WHAT YOU WILL DO: Scan the records below for the line with "position:absolute; left:1440px; top:495px;" and the line with "font-size:23px; font-style:normal; color:#747a83". Repeat those two lines and every line between them exactly, and nothing else.

________________

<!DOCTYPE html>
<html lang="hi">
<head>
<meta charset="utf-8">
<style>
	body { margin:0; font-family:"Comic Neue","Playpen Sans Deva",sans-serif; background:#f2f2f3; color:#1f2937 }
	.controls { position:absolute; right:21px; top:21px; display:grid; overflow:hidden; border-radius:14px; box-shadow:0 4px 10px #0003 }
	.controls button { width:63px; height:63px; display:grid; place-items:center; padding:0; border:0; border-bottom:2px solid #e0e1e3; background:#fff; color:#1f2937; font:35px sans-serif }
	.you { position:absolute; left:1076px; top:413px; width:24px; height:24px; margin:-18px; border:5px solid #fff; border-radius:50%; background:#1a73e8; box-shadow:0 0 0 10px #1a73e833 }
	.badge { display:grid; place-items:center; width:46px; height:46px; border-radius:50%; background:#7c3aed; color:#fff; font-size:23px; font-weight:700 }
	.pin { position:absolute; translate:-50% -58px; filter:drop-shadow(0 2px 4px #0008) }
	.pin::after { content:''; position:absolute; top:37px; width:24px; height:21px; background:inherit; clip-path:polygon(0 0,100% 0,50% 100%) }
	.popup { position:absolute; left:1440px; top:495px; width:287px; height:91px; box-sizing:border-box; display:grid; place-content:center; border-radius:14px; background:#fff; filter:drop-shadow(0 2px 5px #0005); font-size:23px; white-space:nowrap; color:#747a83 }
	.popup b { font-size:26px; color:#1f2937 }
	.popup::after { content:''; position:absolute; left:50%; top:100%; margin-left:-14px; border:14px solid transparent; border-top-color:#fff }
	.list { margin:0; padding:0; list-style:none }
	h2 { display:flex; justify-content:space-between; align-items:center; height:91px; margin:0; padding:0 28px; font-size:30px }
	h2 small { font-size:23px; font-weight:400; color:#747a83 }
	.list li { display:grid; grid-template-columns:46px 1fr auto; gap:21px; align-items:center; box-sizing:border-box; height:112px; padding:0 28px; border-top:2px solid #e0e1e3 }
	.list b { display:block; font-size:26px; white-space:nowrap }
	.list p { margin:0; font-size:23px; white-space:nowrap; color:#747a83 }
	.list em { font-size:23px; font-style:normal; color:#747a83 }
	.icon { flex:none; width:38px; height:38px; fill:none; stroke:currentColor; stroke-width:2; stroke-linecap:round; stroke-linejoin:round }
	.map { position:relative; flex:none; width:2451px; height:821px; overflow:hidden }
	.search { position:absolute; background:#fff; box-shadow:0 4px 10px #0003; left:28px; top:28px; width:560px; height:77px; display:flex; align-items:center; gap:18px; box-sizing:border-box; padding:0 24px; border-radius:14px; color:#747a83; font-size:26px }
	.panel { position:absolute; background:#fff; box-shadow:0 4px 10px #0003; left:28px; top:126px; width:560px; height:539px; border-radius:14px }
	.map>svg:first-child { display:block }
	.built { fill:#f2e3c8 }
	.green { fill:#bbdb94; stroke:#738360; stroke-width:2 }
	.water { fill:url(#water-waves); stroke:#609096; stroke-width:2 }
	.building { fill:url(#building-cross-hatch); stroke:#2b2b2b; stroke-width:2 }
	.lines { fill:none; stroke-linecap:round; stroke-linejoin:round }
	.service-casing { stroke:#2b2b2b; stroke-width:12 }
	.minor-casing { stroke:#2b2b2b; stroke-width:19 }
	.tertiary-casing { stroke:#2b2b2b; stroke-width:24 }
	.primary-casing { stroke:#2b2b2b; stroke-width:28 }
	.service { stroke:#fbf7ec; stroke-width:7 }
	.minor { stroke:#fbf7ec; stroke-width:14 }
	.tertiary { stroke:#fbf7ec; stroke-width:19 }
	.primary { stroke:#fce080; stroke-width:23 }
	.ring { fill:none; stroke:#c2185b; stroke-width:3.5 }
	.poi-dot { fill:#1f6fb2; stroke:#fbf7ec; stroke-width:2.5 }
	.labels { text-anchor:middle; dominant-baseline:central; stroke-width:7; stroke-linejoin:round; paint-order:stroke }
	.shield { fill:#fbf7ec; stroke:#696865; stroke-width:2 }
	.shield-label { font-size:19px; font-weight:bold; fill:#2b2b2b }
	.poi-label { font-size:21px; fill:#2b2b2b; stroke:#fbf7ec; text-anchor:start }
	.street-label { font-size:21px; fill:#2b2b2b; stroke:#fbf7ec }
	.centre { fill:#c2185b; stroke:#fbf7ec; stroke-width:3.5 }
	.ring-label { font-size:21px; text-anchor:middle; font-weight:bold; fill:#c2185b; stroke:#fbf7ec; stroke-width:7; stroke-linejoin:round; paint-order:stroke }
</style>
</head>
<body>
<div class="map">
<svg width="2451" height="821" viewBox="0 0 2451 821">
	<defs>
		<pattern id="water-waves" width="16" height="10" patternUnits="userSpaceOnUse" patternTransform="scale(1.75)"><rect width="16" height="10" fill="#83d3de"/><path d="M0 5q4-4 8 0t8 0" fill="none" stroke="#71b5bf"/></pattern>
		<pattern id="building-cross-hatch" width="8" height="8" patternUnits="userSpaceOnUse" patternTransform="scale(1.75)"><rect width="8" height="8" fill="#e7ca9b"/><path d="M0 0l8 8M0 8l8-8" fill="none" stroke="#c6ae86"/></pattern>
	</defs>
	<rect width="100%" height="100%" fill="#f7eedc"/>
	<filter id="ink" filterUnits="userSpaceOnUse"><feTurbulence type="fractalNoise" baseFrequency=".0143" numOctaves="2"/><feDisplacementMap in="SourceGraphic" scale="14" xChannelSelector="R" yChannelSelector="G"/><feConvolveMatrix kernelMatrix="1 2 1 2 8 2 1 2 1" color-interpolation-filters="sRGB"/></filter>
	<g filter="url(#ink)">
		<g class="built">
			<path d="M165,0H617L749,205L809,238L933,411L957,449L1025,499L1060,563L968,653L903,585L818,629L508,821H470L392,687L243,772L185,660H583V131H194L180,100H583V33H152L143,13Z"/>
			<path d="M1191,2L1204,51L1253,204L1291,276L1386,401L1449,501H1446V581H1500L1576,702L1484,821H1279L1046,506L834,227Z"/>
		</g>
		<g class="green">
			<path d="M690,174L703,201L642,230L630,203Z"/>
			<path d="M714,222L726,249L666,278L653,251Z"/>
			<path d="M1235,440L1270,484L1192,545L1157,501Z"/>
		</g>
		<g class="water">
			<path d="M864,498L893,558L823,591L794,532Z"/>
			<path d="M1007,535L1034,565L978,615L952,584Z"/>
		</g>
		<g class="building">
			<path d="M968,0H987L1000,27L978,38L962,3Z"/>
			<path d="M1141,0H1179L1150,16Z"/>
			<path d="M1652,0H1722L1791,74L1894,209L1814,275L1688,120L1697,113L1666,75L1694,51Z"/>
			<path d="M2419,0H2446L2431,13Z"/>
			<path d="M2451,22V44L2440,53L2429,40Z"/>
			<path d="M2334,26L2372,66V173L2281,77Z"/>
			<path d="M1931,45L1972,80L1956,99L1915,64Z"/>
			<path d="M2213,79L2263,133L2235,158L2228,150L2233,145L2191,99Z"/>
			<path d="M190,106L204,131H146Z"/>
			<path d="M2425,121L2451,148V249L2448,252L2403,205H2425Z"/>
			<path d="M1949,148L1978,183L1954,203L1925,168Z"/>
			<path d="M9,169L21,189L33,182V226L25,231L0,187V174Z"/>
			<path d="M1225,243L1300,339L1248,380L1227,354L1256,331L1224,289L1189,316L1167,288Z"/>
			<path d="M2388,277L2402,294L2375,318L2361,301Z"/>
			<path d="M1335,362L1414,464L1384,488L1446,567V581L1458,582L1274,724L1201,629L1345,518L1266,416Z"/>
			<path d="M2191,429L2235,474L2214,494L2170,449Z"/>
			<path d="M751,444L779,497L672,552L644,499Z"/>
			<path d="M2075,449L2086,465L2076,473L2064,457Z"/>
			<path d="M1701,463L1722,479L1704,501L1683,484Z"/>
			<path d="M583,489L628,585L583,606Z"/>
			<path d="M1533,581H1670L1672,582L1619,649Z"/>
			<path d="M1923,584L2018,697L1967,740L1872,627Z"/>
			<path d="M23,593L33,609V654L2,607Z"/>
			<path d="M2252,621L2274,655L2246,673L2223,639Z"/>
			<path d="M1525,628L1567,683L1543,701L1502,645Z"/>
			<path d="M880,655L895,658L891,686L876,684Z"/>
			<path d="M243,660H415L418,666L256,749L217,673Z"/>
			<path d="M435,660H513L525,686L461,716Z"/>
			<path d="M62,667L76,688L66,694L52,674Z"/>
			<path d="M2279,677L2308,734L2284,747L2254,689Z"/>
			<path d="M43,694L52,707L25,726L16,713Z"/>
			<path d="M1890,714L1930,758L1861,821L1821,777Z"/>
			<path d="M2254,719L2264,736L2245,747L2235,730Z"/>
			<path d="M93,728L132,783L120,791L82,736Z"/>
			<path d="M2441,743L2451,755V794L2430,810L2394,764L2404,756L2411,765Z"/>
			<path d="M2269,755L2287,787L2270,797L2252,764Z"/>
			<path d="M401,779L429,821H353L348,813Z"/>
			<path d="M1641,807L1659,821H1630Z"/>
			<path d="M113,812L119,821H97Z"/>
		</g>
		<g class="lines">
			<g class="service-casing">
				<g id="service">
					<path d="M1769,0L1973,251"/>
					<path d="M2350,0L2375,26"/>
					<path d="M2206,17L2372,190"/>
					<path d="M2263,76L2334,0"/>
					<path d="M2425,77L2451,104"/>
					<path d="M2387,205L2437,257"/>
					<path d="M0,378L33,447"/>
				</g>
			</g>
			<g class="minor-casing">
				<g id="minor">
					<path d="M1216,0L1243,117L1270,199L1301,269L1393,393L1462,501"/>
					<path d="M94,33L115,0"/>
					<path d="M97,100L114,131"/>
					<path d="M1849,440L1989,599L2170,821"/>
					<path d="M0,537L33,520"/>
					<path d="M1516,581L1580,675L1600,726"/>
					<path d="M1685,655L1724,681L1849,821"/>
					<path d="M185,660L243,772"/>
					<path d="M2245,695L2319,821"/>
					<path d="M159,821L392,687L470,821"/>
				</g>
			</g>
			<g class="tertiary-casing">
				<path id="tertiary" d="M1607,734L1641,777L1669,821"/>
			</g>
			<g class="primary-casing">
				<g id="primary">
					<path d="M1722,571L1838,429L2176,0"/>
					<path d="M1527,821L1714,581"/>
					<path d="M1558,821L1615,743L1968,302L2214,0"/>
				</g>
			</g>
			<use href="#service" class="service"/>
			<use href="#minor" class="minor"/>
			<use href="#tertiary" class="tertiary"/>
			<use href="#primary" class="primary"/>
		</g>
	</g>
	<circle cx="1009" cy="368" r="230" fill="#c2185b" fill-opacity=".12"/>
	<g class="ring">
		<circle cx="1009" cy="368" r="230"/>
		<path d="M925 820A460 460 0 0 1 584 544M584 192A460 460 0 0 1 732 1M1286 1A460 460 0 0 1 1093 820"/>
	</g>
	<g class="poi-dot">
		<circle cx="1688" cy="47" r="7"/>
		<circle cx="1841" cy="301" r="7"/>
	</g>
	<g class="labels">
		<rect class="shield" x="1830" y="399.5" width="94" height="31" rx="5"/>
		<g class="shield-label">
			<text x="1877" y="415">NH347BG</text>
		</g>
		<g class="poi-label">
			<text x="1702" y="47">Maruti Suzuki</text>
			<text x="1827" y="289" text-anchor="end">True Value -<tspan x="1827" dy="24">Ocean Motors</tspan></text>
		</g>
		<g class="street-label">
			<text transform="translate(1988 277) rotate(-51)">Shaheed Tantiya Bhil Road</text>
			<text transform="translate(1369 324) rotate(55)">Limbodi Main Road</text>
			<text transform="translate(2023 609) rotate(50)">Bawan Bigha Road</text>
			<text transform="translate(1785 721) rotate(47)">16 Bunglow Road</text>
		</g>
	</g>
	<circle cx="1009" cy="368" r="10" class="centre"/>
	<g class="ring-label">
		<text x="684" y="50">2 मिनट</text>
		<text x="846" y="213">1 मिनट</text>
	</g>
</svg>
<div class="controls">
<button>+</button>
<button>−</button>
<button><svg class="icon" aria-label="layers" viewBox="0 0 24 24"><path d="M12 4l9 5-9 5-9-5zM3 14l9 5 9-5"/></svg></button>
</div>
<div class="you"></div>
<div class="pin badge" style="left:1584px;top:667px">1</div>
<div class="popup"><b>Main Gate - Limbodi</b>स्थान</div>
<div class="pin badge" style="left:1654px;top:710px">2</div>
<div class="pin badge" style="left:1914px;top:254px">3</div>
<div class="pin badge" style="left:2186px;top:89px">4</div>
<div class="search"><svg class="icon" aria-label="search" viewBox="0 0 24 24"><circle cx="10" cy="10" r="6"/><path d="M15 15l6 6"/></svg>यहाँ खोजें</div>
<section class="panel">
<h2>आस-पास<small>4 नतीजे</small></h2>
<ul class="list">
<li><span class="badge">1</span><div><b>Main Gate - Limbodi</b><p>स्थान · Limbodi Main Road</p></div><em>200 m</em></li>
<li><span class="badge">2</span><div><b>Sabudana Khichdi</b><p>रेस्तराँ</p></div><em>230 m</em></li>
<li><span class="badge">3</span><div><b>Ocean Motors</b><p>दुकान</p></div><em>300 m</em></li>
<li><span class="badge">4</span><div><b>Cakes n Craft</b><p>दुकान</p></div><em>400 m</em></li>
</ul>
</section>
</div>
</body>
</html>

________________

RESULT OF THIS TASK:
	.popup { position:absolute; left:1440px; top:495px; width:287px; height:91px; box-sizing:border-box; display:grid; place-content:center; border-radius:14px; background:#fff; filter:drop-shadow(0 2px 5px #0005); font-size:23px; white-space:nowrap; color:#747a83 }
	.popup b { font-size:26px; color:#1f2937 }
	.popup::after { content:''; position:absolute; left:50%; top:100%; margin-left:-14px; border:14px solid transparent; border-top-color:#fff }
	.list { margin:0; padding:0; list-style:none }
	h2 { display:flex; justify-content:space-between; align-items:center; height:91px; margin:0; padding:0 28px; font-size:30px }
	h2 small { font-size:23px; font-weight:400; color:#747a83 }
	.list li { display:grid; grid-template-columns:46px 1fr auto; gap:21px; align-items:center; box-sizing:border-box; height:112px; padding:0 28px; border-top:2px solid #e0e1e3 }
	.list b { display:block; font-size:26px; white-space:nowrap }
	.list p { margin:0; font-size:23px; white-space:nowrap; color:#747a83 }
	.list em { font-size:23px; font-style:normal; color:#747a83 }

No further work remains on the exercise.